=== WORK TASK ===
Wherever the word "controls" occurs in the lines below, copy the whole line.

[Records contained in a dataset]
____________________

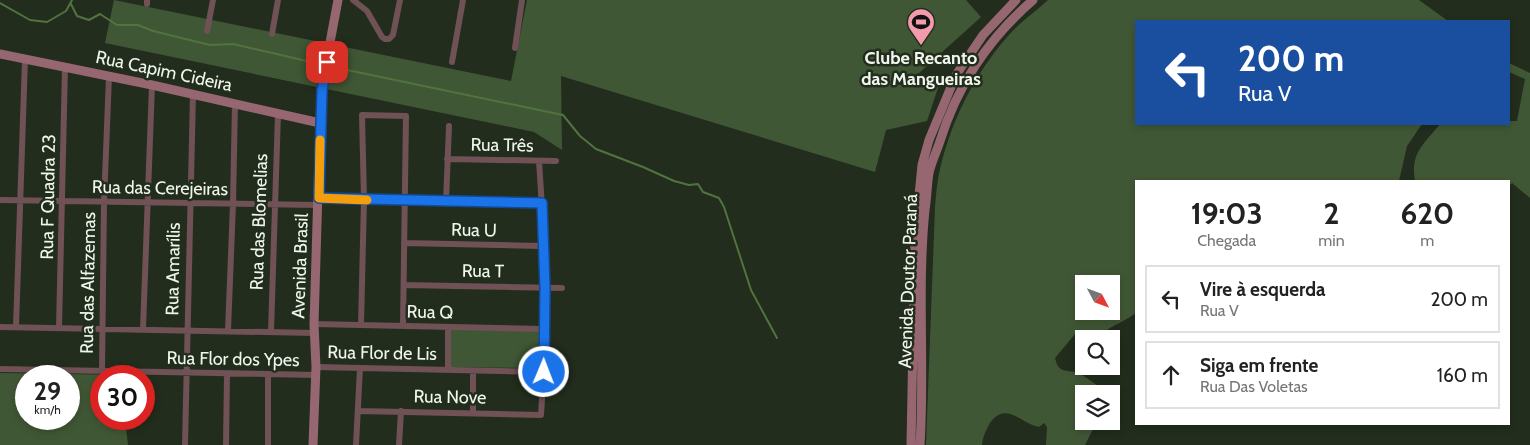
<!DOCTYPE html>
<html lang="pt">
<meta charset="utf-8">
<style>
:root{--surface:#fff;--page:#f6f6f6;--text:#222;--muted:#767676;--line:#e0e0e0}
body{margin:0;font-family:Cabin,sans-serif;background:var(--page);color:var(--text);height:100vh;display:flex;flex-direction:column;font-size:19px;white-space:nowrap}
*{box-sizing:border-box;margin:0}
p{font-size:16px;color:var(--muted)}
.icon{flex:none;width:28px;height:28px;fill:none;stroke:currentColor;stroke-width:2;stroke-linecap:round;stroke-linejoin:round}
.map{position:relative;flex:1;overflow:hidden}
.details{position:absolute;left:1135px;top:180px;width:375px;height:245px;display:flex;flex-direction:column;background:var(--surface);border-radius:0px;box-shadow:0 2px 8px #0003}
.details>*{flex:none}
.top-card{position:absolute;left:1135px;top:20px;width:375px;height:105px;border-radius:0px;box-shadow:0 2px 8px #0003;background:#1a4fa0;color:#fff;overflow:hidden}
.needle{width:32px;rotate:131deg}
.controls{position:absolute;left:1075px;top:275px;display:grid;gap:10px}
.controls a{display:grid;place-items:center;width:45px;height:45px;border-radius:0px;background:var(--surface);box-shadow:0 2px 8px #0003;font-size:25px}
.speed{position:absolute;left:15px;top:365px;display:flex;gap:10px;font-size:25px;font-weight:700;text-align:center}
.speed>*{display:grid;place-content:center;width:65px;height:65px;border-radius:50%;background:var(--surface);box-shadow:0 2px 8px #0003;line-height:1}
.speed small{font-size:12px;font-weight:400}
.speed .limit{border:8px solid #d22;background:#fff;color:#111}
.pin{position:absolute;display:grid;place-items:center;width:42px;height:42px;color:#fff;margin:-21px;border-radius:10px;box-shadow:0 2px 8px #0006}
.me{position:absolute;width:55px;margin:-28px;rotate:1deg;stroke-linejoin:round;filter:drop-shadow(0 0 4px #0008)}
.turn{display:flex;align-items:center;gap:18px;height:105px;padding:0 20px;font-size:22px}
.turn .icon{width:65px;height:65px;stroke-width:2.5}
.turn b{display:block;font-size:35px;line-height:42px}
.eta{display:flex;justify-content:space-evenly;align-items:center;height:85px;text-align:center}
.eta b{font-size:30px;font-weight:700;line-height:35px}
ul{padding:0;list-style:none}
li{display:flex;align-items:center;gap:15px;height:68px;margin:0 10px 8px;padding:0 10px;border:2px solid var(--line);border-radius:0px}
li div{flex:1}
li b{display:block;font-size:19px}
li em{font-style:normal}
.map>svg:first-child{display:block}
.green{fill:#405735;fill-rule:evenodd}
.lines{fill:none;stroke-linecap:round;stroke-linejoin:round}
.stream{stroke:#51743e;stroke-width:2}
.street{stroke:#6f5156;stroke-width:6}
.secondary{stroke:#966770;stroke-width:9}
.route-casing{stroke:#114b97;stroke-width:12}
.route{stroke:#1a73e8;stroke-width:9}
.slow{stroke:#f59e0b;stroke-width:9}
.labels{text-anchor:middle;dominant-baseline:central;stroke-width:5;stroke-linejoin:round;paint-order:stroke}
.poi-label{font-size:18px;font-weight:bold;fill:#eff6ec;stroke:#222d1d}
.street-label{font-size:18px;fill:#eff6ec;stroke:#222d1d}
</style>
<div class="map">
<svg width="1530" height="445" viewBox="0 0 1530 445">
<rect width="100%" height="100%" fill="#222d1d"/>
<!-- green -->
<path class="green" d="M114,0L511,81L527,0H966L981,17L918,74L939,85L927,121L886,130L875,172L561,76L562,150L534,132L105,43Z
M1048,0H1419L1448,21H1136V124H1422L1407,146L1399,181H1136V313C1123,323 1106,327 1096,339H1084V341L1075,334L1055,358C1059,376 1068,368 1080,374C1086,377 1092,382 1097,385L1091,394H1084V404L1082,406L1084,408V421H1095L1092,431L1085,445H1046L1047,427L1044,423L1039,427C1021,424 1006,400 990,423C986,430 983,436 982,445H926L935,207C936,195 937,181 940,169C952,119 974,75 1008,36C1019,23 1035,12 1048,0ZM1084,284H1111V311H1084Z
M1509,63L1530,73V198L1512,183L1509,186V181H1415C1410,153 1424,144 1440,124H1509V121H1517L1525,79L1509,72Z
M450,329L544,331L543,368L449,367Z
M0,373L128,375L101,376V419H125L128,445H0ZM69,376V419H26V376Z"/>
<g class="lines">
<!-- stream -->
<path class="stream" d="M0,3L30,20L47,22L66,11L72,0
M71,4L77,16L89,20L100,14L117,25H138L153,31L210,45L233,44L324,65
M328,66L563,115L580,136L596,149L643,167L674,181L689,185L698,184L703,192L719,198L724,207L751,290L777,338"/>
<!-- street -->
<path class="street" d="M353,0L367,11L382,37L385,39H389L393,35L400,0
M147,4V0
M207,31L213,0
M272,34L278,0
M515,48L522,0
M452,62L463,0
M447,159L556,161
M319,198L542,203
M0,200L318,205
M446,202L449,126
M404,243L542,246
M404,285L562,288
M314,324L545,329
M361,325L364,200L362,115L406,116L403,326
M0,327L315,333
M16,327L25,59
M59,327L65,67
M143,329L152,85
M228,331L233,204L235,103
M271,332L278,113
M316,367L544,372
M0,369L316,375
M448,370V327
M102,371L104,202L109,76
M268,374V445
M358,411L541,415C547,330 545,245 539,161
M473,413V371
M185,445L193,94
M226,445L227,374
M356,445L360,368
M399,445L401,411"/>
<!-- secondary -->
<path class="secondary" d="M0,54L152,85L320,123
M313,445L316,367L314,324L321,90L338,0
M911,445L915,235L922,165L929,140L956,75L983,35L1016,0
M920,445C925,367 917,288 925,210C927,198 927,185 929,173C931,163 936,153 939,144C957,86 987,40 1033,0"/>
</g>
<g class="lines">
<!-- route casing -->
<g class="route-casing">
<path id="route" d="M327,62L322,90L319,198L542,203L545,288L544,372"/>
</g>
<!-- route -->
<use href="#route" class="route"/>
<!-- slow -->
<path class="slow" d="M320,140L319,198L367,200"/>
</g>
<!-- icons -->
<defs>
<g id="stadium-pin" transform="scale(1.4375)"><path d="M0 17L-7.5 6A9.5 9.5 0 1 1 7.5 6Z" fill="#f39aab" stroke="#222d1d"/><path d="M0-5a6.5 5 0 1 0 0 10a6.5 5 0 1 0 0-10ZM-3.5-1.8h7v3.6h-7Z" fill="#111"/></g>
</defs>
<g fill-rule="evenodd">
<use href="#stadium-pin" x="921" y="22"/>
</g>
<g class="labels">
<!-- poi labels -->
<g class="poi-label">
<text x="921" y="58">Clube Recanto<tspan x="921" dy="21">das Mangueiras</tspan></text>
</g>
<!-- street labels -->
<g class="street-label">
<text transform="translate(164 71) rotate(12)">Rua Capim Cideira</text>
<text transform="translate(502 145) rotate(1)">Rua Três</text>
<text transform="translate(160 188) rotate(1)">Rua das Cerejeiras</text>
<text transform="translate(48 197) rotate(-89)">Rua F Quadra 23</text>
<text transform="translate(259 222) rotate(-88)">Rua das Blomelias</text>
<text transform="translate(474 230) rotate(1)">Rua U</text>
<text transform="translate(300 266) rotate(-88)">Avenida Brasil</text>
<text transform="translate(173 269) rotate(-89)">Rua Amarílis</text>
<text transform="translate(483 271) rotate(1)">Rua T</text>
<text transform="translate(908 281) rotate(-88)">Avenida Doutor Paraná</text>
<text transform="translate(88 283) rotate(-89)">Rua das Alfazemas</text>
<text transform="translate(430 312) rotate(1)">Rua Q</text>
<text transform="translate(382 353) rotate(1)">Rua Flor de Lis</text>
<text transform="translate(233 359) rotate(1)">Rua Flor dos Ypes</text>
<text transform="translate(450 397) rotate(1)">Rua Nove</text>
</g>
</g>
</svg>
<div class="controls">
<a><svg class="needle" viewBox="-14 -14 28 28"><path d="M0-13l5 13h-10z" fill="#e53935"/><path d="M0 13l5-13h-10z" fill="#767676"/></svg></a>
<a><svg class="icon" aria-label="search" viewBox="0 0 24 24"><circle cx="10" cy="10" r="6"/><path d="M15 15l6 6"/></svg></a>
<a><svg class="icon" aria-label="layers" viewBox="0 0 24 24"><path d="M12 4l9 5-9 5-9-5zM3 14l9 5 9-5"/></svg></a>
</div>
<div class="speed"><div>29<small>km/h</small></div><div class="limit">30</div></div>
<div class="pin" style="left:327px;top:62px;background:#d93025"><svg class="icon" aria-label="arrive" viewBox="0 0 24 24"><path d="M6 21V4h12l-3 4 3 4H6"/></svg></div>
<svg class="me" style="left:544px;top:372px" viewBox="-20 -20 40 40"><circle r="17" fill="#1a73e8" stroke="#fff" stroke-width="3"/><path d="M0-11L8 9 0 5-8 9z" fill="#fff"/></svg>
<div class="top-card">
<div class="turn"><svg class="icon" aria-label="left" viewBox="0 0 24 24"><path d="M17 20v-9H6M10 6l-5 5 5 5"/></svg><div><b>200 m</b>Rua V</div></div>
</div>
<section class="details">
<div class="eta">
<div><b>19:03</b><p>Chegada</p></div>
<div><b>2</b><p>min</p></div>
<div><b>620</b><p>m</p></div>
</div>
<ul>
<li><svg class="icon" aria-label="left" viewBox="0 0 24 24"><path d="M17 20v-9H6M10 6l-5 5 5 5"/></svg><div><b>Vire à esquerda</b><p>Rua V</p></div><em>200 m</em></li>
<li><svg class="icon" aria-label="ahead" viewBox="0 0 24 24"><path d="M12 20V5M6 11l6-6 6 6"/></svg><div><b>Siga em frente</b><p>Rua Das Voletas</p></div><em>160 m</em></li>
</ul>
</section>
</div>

____________________

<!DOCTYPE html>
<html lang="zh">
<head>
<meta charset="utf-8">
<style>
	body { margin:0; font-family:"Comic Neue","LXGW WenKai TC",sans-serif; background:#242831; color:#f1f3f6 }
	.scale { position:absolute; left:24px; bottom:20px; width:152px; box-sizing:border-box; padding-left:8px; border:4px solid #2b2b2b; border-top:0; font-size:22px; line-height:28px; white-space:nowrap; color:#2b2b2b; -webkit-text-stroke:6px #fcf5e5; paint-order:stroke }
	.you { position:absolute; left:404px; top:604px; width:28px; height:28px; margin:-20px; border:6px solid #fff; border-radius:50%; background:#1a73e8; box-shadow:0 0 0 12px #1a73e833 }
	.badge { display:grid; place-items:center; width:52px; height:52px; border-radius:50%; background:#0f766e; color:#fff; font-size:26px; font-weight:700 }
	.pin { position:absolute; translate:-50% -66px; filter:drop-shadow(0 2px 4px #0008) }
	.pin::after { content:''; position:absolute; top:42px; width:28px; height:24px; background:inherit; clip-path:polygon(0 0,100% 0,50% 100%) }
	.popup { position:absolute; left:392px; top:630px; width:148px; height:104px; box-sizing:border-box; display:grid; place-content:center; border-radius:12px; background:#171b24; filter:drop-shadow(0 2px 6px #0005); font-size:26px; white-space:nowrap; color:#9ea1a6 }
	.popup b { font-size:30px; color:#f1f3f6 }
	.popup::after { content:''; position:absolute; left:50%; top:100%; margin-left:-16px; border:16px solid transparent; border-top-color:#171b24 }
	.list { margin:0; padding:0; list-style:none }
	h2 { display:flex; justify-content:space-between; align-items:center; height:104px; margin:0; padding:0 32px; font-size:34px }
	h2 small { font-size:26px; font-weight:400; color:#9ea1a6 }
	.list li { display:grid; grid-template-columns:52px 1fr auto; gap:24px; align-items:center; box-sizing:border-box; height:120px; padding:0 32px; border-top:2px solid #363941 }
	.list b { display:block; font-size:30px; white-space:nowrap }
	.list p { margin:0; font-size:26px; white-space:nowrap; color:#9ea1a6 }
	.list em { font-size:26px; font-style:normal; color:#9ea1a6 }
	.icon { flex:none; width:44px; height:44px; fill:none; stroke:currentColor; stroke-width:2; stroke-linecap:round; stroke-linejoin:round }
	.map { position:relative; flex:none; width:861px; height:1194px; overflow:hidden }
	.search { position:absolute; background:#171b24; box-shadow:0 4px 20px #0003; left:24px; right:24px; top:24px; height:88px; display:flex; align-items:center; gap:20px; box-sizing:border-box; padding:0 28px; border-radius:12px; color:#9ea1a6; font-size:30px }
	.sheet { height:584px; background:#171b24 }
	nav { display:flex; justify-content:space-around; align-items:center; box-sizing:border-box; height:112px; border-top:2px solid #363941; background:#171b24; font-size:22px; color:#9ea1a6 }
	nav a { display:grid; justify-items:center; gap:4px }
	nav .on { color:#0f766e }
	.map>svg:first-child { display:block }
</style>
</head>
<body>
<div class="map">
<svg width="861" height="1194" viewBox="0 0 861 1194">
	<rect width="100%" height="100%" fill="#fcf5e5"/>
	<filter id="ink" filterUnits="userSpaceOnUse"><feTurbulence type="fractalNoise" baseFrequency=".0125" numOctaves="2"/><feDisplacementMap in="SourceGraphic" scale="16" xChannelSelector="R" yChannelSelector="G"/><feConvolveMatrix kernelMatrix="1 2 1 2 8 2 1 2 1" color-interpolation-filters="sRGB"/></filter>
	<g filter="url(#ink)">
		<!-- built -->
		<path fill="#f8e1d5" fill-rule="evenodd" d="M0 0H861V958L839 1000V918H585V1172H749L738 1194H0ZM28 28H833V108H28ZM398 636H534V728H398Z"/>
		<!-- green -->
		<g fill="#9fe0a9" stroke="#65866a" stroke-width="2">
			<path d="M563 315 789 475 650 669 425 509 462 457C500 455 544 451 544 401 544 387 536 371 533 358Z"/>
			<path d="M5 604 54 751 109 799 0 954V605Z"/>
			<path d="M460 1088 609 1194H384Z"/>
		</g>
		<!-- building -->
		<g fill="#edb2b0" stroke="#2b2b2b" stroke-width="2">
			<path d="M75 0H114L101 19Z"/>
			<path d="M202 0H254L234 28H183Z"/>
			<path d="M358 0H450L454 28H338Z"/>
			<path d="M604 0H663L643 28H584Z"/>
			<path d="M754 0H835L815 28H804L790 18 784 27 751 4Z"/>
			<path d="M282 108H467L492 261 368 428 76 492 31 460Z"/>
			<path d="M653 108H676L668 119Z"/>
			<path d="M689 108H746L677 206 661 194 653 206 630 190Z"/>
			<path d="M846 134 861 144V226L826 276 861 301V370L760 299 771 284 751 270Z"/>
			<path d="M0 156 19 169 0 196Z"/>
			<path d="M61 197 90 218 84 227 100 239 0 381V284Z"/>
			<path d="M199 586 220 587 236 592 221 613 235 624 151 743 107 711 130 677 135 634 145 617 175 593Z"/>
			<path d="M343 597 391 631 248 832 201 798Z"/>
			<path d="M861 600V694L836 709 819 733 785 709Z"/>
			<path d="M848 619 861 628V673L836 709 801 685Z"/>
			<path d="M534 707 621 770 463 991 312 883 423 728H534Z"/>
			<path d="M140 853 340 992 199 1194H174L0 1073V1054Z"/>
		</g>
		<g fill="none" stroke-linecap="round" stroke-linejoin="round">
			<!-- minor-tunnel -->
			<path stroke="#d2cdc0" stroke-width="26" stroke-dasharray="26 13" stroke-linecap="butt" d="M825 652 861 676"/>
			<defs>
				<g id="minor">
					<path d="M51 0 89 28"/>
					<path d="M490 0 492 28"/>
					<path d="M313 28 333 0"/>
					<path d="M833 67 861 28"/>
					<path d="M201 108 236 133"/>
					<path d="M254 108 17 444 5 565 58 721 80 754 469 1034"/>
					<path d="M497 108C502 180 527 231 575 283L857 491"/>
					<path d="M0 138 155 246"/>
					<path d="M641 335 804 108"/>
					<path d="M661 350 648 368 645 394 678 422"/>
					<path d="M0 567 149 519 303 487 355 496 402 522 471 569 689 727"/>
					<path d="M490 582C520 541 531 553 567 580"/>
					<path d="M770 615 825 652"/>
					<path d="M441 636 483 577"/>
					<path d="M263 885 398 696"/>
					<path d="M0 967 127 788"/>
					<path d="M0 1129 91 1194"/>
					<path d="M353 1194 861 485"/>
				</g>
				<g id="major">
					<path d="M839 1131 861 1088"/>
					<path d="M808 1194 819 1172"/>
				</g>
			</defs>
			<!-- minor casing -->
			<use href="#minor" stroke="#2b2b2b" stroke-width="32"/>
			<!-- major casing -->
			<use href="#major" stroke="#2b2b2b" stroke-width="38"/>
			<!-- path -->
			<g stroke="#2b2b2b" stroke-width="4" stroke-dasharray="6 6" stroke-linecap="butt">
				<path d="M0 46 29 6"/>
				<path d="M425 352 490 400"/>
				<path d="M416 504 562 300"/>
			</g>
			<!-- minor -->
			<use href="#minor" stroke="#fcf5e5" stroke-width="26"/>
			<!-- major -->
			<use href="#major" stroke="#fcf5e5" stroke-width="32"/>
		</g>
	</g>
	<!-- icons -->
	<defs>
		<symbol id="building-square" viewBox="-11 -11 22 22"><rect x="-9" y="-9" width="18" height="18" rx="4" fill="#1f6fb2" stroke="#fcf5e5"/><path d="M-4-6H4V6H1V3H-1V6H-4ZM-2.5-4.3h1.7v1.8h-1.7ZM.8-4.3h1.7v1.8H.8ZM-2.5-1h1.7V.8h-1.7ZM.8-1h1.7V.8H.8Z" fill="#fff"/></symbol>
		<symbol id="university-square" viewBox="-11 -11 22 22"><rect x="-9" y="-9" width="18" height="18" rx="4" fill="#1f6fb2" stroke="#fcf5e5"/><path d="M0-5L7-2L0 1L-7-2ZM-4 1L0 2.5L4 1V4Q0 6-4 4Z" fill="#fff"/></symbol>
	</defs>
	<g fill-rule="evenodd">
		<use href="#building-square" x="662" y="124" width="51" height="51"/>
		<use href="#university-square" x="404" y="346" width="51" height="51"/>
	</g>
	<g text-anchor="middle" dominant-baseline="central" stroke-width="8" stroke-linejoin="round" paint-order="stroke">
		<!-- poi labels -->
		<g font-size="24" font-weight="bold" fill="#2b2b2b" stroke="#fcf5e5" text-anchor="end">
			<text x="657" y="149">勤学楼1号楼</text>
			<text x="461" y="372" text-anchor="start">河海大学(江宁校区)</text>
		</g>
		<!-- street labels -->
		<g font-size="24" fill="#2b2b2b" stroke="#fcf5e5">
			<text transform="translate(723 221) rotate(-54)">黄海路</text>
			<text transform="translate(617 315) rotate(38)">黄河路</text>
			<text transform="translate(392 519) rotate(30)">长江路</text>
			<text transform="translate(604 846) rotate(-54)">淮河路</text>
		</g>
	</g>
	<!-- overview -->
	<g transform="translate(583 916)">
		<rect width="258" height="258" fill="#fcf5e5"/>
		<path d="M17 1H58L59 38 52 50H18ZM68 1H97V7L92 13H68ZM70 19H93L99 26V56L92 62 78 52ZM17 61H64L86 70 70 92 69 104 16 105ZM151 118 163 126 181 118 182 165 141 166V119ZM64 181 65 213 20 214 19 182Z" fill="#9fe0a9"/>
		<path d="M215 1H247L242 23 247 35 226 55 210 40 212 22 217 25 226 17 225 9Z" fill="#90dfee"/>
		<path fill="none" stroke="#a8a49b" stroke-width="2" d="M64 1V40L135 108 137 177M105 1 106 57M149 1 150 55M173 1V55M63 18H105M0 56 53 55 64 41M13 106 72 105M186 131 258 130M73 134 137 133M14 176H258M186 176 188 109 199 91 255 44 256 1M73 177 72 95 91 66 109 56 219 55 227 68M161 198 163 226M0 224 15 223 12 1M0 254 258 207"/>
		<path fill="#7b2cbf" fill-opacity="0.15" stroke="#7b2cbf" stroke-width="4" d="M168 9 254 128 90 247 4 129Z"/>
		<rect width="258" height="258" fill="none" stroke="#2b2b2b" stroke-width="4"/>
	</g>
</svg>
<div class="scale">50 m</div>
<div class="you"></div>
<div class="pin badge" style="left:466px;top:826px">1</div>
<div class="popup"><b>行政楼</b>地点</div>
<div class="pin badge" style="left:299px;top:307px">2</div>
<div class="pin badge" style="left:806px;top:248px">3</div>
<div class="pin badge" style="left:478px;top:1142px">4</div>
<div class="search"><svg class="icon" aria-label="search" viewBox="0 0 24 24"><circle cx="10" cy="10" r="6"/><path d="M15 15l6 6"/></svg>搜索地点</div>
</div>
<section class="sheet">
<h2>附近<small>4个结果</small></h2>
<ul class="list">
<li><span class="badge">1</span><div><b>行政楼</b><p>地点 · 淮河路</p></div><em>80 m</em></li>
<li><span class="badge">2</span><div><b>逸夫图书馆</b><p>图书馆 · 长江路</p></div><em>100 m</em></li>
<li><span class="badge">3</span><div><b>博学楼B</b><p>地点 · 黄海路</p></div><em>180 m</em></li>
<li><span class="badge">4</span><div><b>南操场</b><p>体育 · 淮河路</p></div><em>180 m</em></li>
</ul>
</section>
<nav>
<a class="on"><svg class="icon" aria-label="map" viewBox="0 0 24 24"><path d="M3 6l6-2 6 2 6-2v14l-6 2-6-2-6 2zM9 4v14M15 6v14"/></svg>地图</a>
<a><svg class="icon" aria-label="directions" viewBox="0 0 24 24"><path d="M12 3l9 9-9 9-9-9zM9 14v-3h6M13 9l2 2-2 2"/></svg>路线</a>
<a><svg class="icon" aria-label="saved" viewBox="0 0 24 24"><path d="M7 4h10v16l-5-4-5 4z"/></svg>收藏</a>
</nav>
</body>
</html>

____________________

=== FINISHED TASK ===
.controls{position:absolute;left:1075px;top:275px;display:grid;gap:10px}
.controls a{display:grid;place-items:center;width:45px;height:45px;border-radius:0px;background:var(--surface);box-shadow:0 2px 8px #0003;font-size:25px}
<div class="controls">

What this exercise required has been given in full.